Aqueles que sabem sobre oque lhes resta de vida, são sábios em silenciar sobre eles. Aqueles que não o fazem se arrependem amargamente, pois aqueles que o sabem, e lhes são caros, sofrem mais que o necessário. Certa vez, uma filha me pediu uma solução para a dor daqueles a quem ela incautamente confidenciou oque sabia. Depois de ver o horror se alastrar entre os que a amavam, ela correu à mim, pedindo um jeito de apagar isso... Oque infelizmente, eu não pude lhe dar. Para que ela conseguisse aliviar seus amados de tal dor, eles deveriam também, desejar esquecer. Mas de tão amada, nenhum deles assim o fez. Mas tudo é incerto no tear das irmãs... Nunca se sabe se isso pode ser alterado... Talvez, exista uma chance... Para ela ou talvez para tantos outros... Eu assisto cuidadosamente as irmãs tecendo, cada escolha muda o fio de lugar... Talvez ele não termine onde deveria terminar. Quem sou eu para dizer?

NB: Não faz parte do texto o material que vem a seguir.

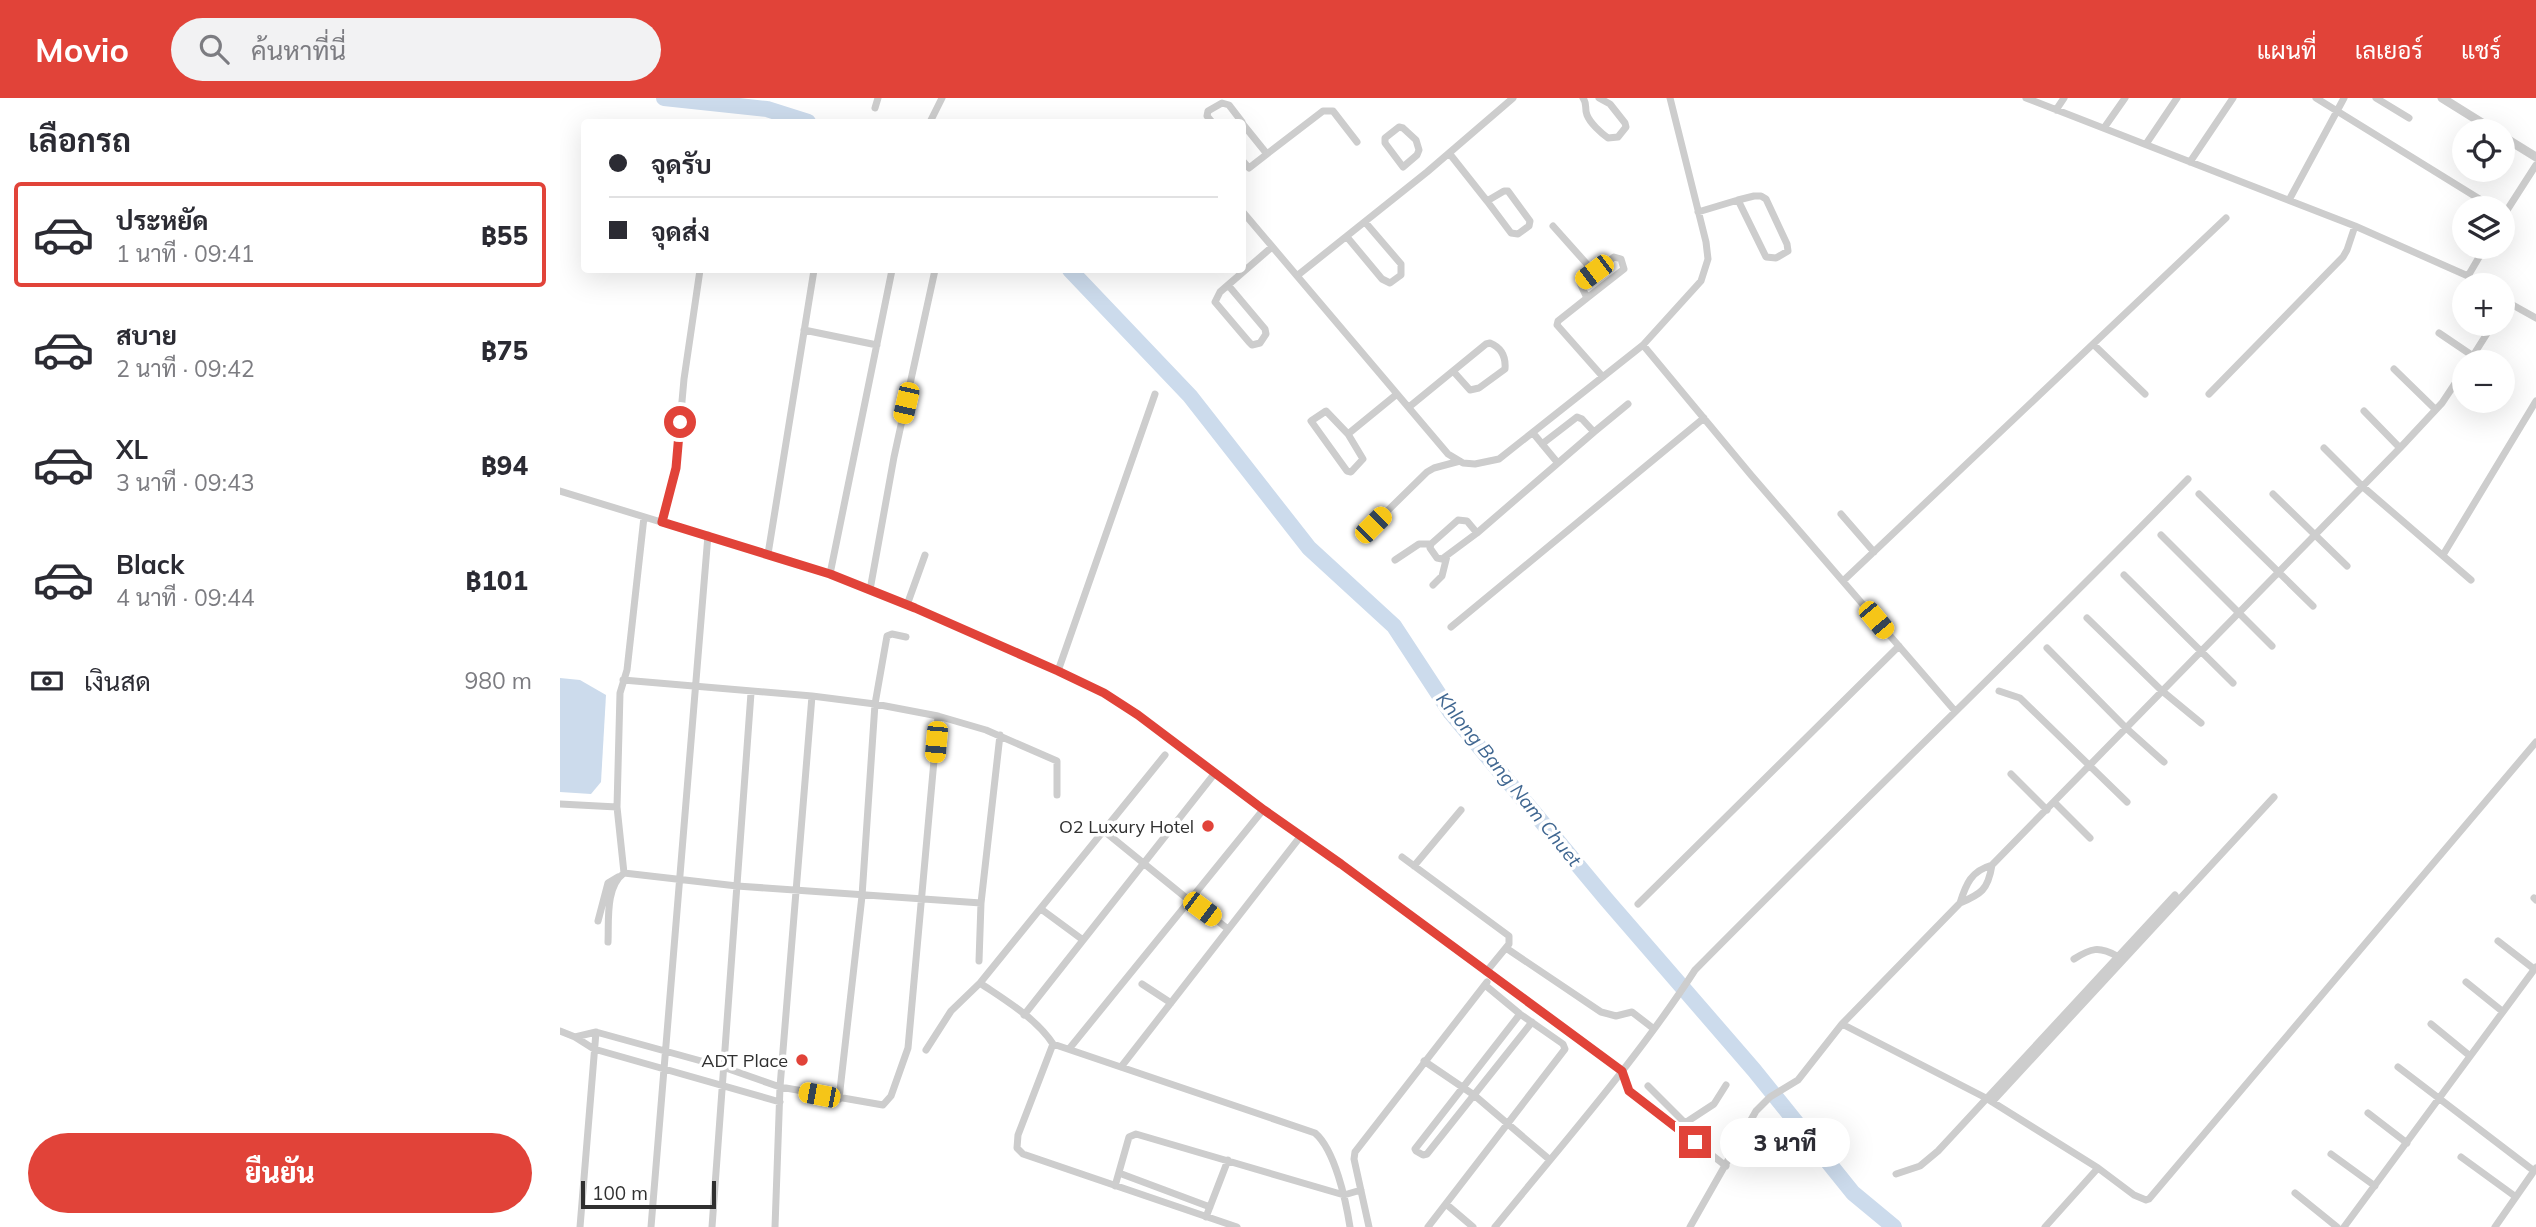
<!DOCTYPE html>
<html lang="th">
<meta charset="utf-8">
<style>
body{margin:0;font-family:Mulish,Sarabun,sans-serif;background:#f2f2f3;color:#2b2b33;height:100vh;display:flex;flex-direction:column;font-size:26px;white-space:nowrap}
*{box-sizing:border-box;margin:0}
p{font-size:23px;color:#7c7c81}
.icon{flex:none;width:38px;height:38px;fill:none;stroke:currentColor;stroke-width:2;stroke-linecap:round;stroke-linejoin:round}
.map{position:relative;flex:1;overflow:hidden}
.side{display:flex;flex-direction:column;background:#fff;width:560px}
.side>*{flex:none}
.hud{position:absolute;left:21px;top:21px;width:665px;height:154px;border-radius:7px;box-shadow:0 7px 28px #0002;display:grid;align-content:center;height:154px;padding:0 28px;background:#fff}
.buttons{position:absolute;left:1892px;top:21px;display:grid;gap:14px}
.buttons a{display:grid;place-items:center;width:63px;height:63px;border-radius:50%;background:#fff;box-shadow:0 7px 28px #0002;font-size:35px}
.scale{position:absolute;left:21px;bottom:18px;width:135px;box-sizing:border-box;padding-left:7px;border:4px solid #303030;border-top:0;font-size:19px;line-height:24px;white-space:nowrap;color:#303030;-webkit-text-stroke:5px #fff;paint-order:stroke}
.end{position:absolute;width:32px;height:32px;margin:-16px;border:9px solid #e14339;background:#fff;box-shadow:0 0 0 4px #fff}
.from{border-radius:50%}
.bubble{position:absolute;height:49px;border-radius:24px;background:#fff;box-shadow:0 7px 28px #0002;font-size:23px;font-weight:800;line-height:49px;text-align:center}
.car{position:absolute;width:21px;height:42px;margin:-21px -10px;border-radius:9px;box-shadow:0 0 5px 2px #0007;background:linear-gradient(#f5c518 24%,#345 0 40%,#f5c518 0 76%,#345 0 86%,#f5c518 0)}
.hud b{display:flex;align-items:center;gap:24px;height:66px;font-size:26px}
.hud b+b{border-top:2px solid #e1e1e2}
.hud i{width:18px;height:18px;background:#2b2b33}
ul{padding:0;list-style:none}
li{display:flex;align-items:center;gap:21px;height:105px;margin:0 14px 10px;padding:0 14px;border:4px solid transparent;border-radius:7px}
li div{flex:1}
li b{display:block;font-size:26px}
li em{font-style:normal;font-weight:800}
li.on{border-color:#e14339}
li>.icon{width:63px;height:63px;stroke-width:1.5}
h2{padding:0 28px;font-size:32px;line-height:84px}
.pay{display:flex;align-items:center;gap:18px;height:77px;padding:0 28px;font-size:26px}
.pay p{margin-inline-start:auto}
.action{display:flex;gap:14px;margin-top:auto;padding:14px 28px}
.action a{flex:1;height:80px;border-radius:42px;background:#e14339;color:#fff;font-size:28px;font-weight:800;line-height:80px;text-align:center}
header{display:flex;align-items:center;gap:42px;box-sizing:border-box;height:98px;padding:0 35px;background:#e14339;color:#fff}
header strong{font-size:33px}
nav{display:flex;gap:38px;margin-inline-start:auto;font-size:24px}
.search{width:490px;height:63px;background:#f2f2f3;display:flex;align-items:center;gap:18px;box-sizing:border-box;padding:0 24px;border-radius:38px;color:#7c7c81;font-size:26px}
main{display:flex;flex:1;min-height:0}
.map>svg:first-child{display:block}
</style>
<header>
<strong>Movio</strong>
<div class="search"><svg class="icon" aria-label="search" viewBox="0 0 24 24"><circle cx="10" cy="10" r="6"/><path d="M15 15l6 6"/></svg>ค้นหาที่นี่</div>
<nav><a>แผนที่</a><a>เลเยอร์</a><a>แชร์</a></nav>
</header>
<main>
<section class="side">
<h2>เลือกรถ</h2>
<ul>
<li class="on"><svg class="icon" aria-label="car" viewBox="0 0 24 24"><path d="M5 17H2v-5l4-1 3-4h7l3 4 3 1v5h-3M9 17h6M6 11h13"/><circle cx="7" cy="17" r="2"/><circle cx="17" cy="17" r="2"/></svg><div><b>ประหยัด</b><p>1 นาที · 09:41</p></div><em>฿55</em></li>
<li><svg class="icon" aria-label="car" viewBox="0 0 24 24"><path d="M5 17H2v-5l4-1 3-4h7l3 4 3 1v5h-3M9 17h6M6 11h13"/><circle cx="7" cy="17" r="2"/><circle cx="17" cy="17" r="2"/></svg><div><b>สบาย</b><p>2 นาที · 09:42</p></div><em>฿75</em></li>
<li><svg class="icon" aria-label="car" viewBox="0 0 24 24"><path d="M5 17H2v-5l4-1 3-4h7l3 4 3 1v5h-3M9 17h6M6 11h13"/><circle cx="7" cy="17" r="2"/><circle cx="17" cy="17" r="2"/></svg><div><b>XL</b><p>3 นาที · 09:43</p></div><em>฿94</em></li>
<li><svg class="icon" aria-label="car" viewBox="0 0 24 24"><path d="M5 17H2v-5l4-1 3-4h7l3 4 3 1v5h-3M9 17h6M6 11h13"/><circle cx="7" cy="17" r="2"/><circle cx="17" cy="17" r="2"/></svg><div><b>Black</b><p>4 นาที · 09:44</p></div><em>฿101</em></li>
</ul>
<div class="pay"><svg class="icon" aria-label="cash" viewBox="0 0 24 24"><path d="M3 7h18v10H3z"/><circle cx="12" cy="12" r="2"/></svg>เงินสด<p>980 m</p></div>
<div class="action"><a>ยืนยัน</a></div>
</section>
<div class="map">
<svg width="1976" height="1129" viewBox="0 0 1976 1129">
<rect width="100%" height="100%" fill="#fff"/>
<!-- water -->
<path fill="#ccdbec" d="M0,580L20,582L46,597L41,684L31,696L0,694Z"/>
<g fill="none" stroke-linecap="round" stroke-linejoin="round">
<!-- river -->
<path stroke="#ccdbec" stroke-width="16" d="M104,0L207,11L248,24
M510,172L630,298L749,450L834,528L891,615L1046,801L1194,972L1293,1095L1334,1129"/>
<!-- minor -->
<path stroke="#cdcdcd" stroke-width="7" d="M1023,0C1028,7 1024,10 1027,17C1030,25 1041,35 1048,40L1058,39L1066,29L1065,25L1050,6L1039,0
M1466,0L1795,128L1908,178L1922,187
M1756,0L1934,110
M1816,0L1849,20
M315,10L318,0
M1496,12L1504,0
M370,24L382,0
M652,24L647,18L648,13L662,5L669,7L682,24
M682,25L707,56L689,70L682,62
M839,29L843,30L856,42L859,52L857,57L843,69L825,45V40Z
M1544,30L1565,0
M1586,46L1617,0
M889,55L927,103
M707,56L763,13H773L797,44
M1630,64L1673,0
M944,93H948L970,123L969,128L958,136L951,135L927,103Z
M1194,98H1201L1206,101L1227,146L1228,153L1216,160L1206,159L1178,102Z
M1729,102L1784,0
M682,113L888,356L903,365L915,366L939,361L1083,247L1141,183L1148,161L1146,144L1110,0
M1138,114L1178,102
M1942,120L1976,67
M993,128L1034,174
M787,139L822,181L830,185L841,177V166L805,124
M1054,159L1061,161L1064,171L1027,200L1020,185Z
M738,177L867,74L953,0
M1908,178L1925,149
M668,187L705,231L706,236L700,245L692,247L689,244L655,204L660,194Z
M668,187L712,149
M1027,200L998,223L997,227L1043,279
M1942,201L1976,220
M244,232L317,247
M1879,235L1913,258
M930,245C942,250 946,259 945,271L919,290L910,292L893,273L926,246Z
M1533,246L1585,296
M1083,247L1191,377L1395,613
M1909,264L1933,226
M1834,271L1875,311
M1649,296L1783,159L1787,152L1795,128
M849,309L893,273
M1804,313L1840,350
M1034,334L1068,306
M973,335L997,364
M788,336L803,361L791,374L787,373L751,323L766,313L788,336L837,296
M1764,350L1802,388L1911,482
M0,393L270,476L355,510L498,573L544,595L578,617L703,712L781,766L1062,973L1069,993L1166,1068
M1639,396L1753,508
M1713,396L1787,468
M1281,416L1314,454
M102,424L116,370L124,281L140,172
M813,427L867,374L874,370L900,363
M917,435L1034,334L1022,321L1017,319L982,346
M1601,437L1712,548
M208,456L254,172
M1883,457L1976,303
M835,462L859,446H871L898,422L907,423L917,435L882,461L877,460L870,450L871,446
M270,476L332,172
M1564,477L1673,585
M1283,483L1666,120
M873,487L882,478L887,458
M310,492L334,359L375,172
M347,507L365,457
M1527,520L1601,592L1641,625
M891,529L1144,320
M1487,550L1565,629L1604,664
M498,573L595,296
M63,582L252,598L315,606L378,618L426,632L497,663V697
M1439,593L1460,600L1567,704
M1451,676L1487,712
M1494,704L1530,740
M0,706L57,709
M544,733L630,803
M842,759L949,838V846L926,874
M854,768L901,712
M64,775L177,788L421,805
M64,775L57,709L60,595L67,572L84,419
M1974,800L1976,802
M1400,805C1406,786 1411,773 1432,767L1840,350L1882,305L1904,272
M1078,806L1339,548
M481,811L523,842
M642,811L668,831
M38,823L48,785L58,779
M1938,843L1974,871
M48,844C49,823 45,789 64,775
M946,850L1041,914L1056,918L1072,914L1094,931
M1514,861C1531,850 1539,848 1557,858
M419,863L421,805L440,637
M1906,884L1942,913
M420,885C445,902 476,920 493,946L755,1035C775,1052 786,1103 790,1129
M582,886L611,905
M960,916L855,1051L856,1053L863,1057L867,1056L972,924
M464,917L655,675
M1282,926L1426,1000L1538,1070L1574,1097L1586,1102L1589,1101L1976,644
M1871,926L1910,958
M0,933L15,939L34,951L220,1004
M15,939L36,934L163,969L220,989L323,1007L331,998L348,950L378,618
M493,946L458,1037L457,1050L463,1056L677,1129
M509,951L703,712
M366,952L391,913L420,885L605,657
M864,963L914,997L990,1062
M561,969L740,739
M1838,969L1974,1073
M1088,988L1136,1036L1135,1044
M279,1001L302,798L315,606L327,538L332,536L346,539
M1432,1004L1714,699
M1808,1015L1847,1045
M1125,1025L1154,1006L1166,987
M1771,1056L1815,1088
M1901,1059L1956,1099
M559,1075L650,1109
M1336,1076L1360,1068L1378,1053L1615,797
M555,1088L569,1039L576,1036L784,1097L801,1092
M1735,1095L1777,1129
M886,1106L913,1129
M646,1119L668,1062
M20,1129L36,934
M91,1129L148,437
M152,1129L191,595
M215,1129L220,989L252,598
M809,1129L794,1061L795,1054L927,884
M868,1129L1005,951L1003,946L960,916L925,887
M935,1129C1003,1045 1076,963 1135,872C1298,707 1466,547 1628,381
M1130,1129L1196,1013L1210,999L1238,982L1282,926L1400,805C1421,796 1428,792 1432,767
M1485,1129L1538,1070
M1784,1129L1976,869
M1935,1129L1976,1070"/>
<!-- tertiary -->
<path stroke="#cdcdcd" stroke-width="9" d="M1882,0L1935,33
M1942,38L1976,59"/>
</g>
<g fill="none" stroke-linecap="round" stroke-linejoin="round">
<!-- route -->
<path stroke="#e14339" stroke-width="9" d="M120,324L116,370L102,424L270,476L355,510L498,573L544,595L578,617L704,712L781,766L1062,973L1069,993L1135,1044"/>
</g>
<!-- markers -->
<g fill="#e14339" stroke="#fff" stroke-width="2.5">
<circle cx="648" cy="728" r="7"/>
<circle cx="242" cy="962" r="7"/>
</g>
<g text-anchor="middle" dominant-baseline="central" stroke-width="7" stroke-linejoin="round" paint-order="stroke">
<!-- poi labels -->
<g font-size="18" fill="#303030" stroke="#fff" text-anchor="end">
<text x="634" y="728">O2 Luxury Hotel</text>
<text x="228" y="962">ADT Place</text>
</g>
<!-- water labels -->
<g font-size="19" font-style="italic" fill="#406791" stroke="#fff">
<text transform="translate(949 681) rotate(51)">Khlong Bang Nam Chuet</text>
</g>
</g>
</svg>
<div class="buttons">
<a><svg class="icon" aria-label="locate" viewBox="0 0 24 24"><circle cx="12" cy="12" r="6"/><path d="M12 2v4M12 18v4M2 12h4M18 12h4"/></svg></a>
<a><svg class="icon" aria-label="layers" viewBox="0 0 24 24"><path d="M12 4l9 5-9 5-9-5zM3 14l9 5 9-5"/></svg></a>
<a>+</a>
<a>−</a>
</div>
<div class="scale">100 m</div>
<i class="end from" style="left:120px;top:324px"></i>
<i class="end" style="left:1135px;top:1044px"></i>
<div class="bubble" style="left:1160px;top:1020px;width:130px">3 นาที</div>
<i class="car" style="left:1034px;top:174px;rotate:233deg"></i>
<i class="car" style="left:346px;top:305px;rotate:193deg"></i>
<i class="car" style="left:813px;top:427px;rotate:45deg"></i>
<i class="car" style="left:1316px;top:522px;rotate:140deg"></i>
<i class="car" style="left:376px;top:644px;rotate:185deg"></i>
<i class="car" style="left:642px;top:811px;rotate:127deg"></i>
<i class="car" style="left:259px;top:997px;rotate:281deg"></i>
<div class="hud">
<b><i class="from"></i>จุดรับ</b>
<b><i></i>จุดส่ง</b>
</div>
</div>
</main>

Até aqueles que sabem que vão perder um amor, fazem coisas tolas, com objetivos bobos, de satisfazer aqueles que estão por partir, que normalmente não o fariam. E por mais que eu deseje intervir, meu sábio marido segura a minha mão, e esconde meus olhos doque eu não desejo ver. O triste fim de certas certas escolhas, as enormes guerras que se iniciam, por motivos tão simplórios. Eu já estou cansada de assistir a esse tipo de dor. Tudo oque posso fazer, é aguardar a passagem da criança por meus portões... Enxugar suas lágrimas, abraçá-la, tentar acalmar seu coração... Mostrar que aqueles que a amaram vão continuar caminhando, e que ela pode ficar tranquila, e aguardá-los em nosso reino, se assim desejar. É uma das minhas maiores alegrias aqui... Cuidar dos campos de Asfodéleos, e assistir o regozijo daqueles que se reencontram, entre os que ficaram e os que aguardaram, por tanto tempo...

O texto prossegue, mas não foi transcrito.